AT: “Dollar and a Dream” is the first single off the album. Was that your first choice?
RJ: Yeah. Actually, the song was written in 2008 around February. I’ve had it around awhile; I wish we could have gotten it out sooner but you don’t have that luxury as a new artist. That’s kind of the only issue with that song right now.
AT: Do you have another favorite on the album?
RJ: Tell you the truth, I really like “That Was Yesterday,” last song on the record. It was just an important song for me when I wrote it. To me, it’s the most, just my opinion, it’s the most kind of vast and it’s got a lot of changes in it, a lot of depth, at least to me it does.
AT: You heard the phrase “dollar and a dream” at the end of a news broadcast and that inspired you to write the song. Is that how your songwriting usually goes?
RJ: Sometimes I’ll have a few chords kind of like tucked away or a progression. But lately, it’s weird, the older I get, the more the words come first, or a hook or catch phrase; that will really start the ball rolling. It’s a kind of change for me lately.
AT: “Dollar and a Dream” deals with current affairs. Is that an area you usually write about or do you tend towards other themes like relationships?
RJ: A lot of earlier stuff I did; I think a lot of people do, it’s easier to write. For a long time I made a rule for myself; I wouldn’t write a song and use the word “love” in it because I thought it was such, and it wasn’t anything I was against, it was just more, it’s such a go-to thing for writers. It’s kind of an easy way out a lot of times. I stopped doing that to kind of push myself to write in other areas; I think it really helped. I had a small amount of time where I went to junior college. I had an English teacher that taught me that when you’re writing a paper, a composition or anything, no matter how stupid you think it is, what you’re thinking, write it down because anything is better than just staring at a blank sheet of paper.
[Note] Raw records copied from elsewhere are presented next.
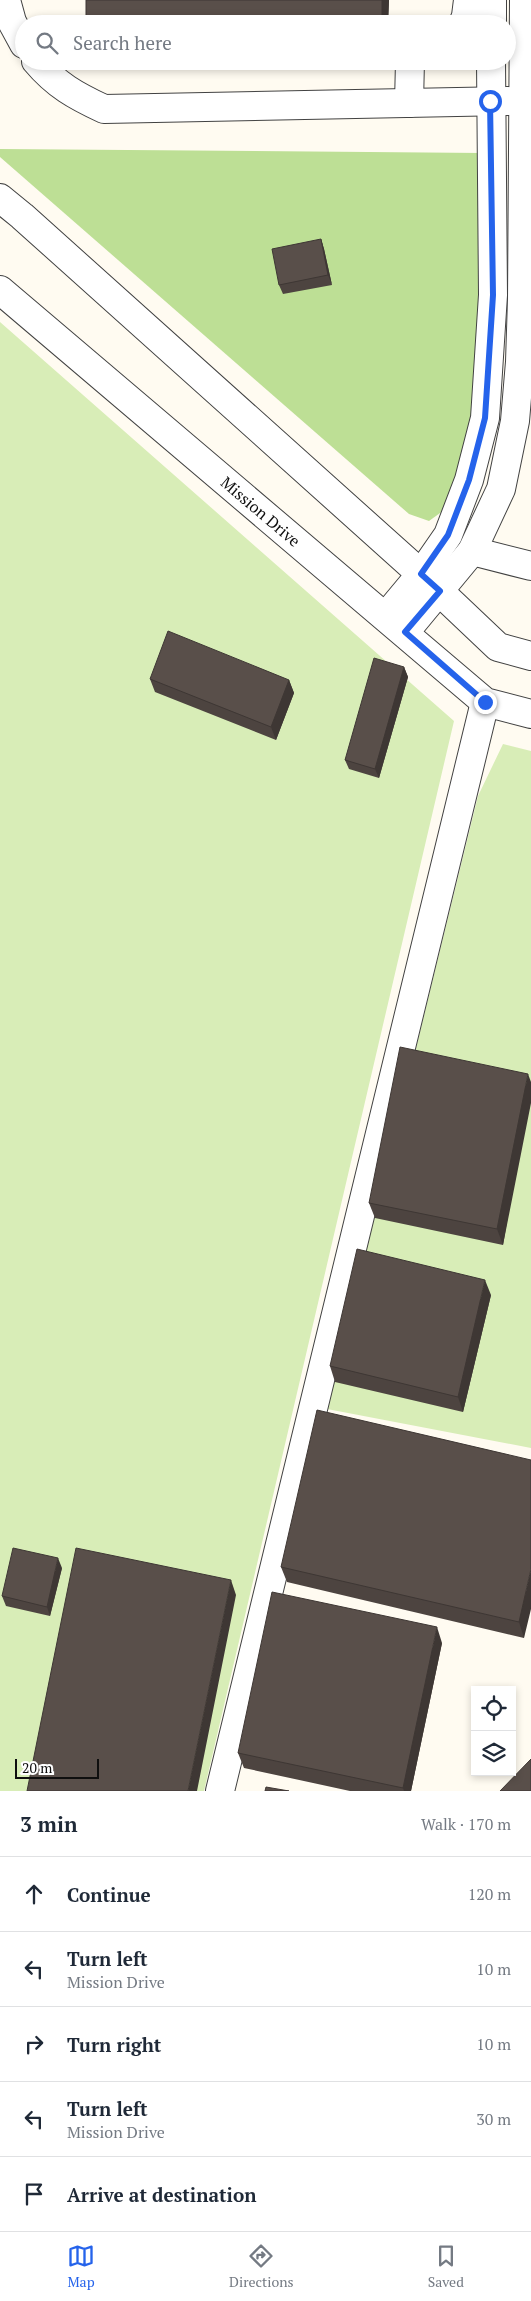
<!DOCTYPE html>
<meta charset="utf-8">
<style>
:root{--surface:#fff;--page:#f6f6f7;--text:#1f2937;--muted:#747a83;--line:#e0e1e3;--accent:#2563eb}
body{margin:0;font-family:"PT Serif",serif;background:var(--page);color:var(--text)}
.controls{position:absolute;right:15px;bottom:15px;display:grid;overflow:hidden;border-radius:0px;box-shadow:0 2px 8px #0003}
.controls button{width:45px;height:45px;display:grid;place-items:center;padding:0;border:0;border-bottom:1px solid var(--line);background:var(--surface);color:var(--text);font:25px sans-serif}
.scale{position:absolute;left:15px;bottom:12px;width:84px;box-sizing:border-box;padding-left:5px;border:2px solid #0f0f0f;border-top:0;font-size:14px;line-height:18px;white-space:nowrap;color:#0f0f0f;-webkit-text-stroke:4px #fff;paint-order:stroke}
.stop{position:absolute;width:15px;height:15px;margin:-11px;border:4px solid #2563eb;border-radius:50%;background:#fff}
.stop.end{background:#2563eb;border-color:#fff;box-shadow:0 1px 5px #0008}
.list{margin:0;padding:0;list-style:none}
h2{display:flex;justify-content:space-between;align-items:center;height:65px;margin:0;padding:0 20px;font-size:21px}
h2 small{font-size:16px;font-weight:400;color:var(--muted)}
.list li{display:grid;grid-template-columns:32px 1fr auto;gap:15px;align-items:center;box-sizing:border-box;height:75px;padding:0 20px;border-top:1px solid var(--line)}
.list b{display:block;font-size:19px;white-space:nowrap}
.list p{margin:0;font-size:16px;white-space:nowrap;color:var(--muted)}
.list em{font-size:16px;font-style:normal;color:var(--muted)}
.icon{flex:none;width:28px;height:28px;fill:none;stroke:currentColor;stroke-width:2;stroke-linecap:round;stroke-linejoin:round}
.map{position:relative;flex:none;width:531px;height:1791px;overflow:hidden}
.search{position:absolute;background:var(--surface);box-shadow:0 2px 8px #0003;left:15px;right:15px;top:15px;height:55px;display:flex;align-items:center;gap:12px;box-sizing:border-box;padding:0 18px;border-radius:28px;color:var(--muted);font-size:19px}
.sheet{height:440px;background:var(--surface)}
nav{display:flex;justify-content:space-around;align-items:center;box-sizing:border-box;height:70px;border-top:1px solid var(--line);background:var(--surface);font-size:14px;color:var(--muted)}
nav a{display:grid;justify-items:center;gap:2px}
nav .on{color:var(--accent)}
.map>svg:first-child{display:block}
.green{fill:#d8edb7}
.forest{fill:#bddf95}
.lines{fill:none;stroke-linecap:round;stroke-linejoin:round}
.minor-casing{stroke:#424242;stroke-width:30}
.minor{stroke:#fff;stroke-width:28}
.wall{fill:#4d4440}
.shaded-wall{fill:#3e3734}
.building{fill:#594f4a;stroke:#3e3734}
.route{stroke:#2563eb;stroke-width:6}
.labels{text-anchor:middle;stroke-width:5;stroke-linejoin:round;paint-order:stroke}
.street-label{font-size:16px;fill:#0f0f0f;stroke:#fff}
</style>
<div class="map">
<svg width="531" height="1791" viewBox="0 0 531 1791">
<rect width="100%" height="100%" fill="#fffbf1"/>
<path class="green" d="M0 322 454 721 204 1791H0Z
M503 744 531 751V1448L327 1409 478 796Z"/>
<path class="forest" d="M0 149 483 153 487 386 447 508 429 521 409 514 0 157Z"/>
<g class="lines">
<g class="minor-casing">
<g id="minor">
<path d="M6 0 12 22 24 44"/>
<path d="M463 24 466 16 468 0"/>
<path d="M492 24V0"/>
<path d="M36 61C56 85 76 96 104 109L508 101"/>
<path d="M409 103 410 61"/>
<path d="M0 198 22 216 421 574 498 647 531 656"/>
<path id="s1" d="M0 290 485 702 531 714"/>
<path d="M472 551 531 566"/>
<path d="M386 616 421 574 448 535 469 480 485 418 493 295 491 61"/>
<path d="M405 632 472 551 501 489 515 421 520 362 522 299 524 0"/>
<path d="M220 1791 485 702"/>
</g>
</g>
<use href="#minor" class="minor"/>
</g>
<path class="wall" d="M389 0 388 24H88L86 18Z
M321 239 324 249 332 285 283 294 279 285Z
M404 667 408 677 379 778 349 769 345 760Z
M150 679 289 680 294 693 276 740 155 692Z
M531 1082 503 1245 375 1218 369 1203Z
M491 1295 463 1412 335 1382 330 1366Z
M531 1460 524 1638 287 1582 281 1567Z
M62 1568 50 1616 6 1606 2 1596Z
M442 1643 411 1791H350L244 1768 238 1753Z"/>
<path class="shaded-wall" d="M382 0H389L388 24H383L382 20Z
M321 239 324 249 332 285 328 275Z
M404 667 408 677 379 778 375 769Z
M289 680 294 693 276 740 271 727Z
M528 1074 531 1082V1103L503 1245 497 1229Z
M485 1280 491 1295 463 1412 458 1397Z
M58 1558 62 1568 50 1616 47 1607Z
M531 1569V1609L524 1638 519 1622Z
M231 1580 236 1595 197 1791H188Z
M437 1627 442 1643 411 1791H404L403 1788Z"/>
<path class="building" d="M86 0H382V20L86 18Z
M321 239 328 275 279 285 272 249Z
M168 631 289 680 271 727 150 679Z
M374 658 404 667 375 769 345 760Z
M400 1047 528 1074 497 1229 369 1203Z
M357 1249 485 1280 458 1397 330 1366Z
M317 1410 531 1460V1569L519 1622 281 1567Z
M13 1548 58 1558 47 1607 2 1596Z
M76 1548 231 1580 188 1791H27Z
M272 1592 437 1627 403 1788 238 1753Z
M531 1759V1791H500Z
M266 1787 289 1791H265Z"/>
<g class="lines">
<path class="route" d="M485 702 405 632 440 591 421 574 448 535 469 480 485 418 493 295 490 101"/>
</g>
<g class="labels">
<g class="street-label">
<text dy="6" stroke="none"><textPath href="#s1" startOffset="342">Mission Drive</textPath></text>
</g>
</g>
</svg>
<div class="controls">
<button><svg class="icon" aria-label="locate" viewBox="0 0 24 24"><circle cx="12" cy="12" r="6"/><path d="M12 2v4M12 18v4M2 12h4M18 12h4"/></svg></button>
<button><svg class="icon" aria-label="layers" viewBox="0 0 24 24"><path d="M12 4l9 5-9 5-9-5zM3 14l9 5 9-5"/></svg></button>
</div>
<div class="scale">20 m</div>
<div class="stop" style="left:490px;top:101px"></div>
<div class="stop end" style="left:485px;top:702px"></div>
<div class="search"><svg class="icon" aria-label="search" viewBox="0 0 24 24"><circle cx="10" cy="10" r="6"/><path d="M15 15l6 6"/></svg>Search here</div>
</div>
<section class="sheet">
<h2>3 min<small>Walk · 170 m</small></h2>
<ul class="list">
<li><svg class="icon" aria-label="ahead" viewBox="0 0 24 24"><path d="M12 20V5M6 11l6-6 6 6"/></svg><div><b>Continue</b></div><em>120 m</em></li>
<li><svg class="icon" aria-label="left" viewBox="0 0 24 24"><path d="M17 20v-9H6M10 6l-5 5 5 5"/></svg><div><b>Turn left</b><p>Mission Drive</p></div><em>10 m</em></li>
<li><svg class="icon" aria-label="right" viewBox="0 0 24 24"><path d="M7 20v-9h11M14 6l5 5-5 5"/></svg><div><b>Turn right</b></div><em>10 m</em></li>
<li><svg class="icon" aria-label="left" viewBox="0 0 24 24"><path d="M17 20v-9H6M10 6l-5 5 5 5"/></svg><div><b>Turn left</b><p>Mission Drive</p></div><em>30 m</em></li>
<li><svg class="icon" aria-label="arrive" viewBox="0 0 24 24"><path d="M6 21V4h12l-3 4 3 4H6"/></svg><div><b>Arrive at destination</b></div></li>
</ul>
</section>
<nav>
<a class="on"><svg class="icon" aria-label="map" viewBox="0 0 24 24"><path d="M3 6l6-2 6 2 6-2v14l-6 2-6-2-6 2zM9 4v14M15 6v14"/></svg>Map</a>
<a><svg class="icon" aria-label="directions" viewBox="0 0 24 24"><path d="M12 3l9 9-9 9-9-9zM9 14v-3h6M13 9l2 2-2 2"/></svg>Directions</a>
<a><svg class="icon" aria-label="saved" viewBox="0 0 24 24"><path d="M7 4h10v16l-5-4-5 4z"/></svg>Saved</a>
</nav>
You can get the ball rolling and before you know it, what was nonsense becomes something.
AT: You’re scheduled to be on Fox’s Strategy Room and G Gordon Liddy’s LiddyShow. What can you tell me about these?
RJ: I have my beliefs but I don’t like to get too deep into what I think and that. I think that people, if you like me, it should be left like that. I’m an entertainer, not a politician.
AT: Of all of the musical hats you wear, do you have a favorite?
RJ: I do like the writing and the recording. What’s cool about that is it’s something that’s tangible, you know what I mean? When you’re done with it it’s kind of like a photograph; once you’re done with it, it’s always there. Playing out live is great too but it’s more of an experience, a memory. When you have a song you write and record, it’s yours forever; nobody can take that away from you.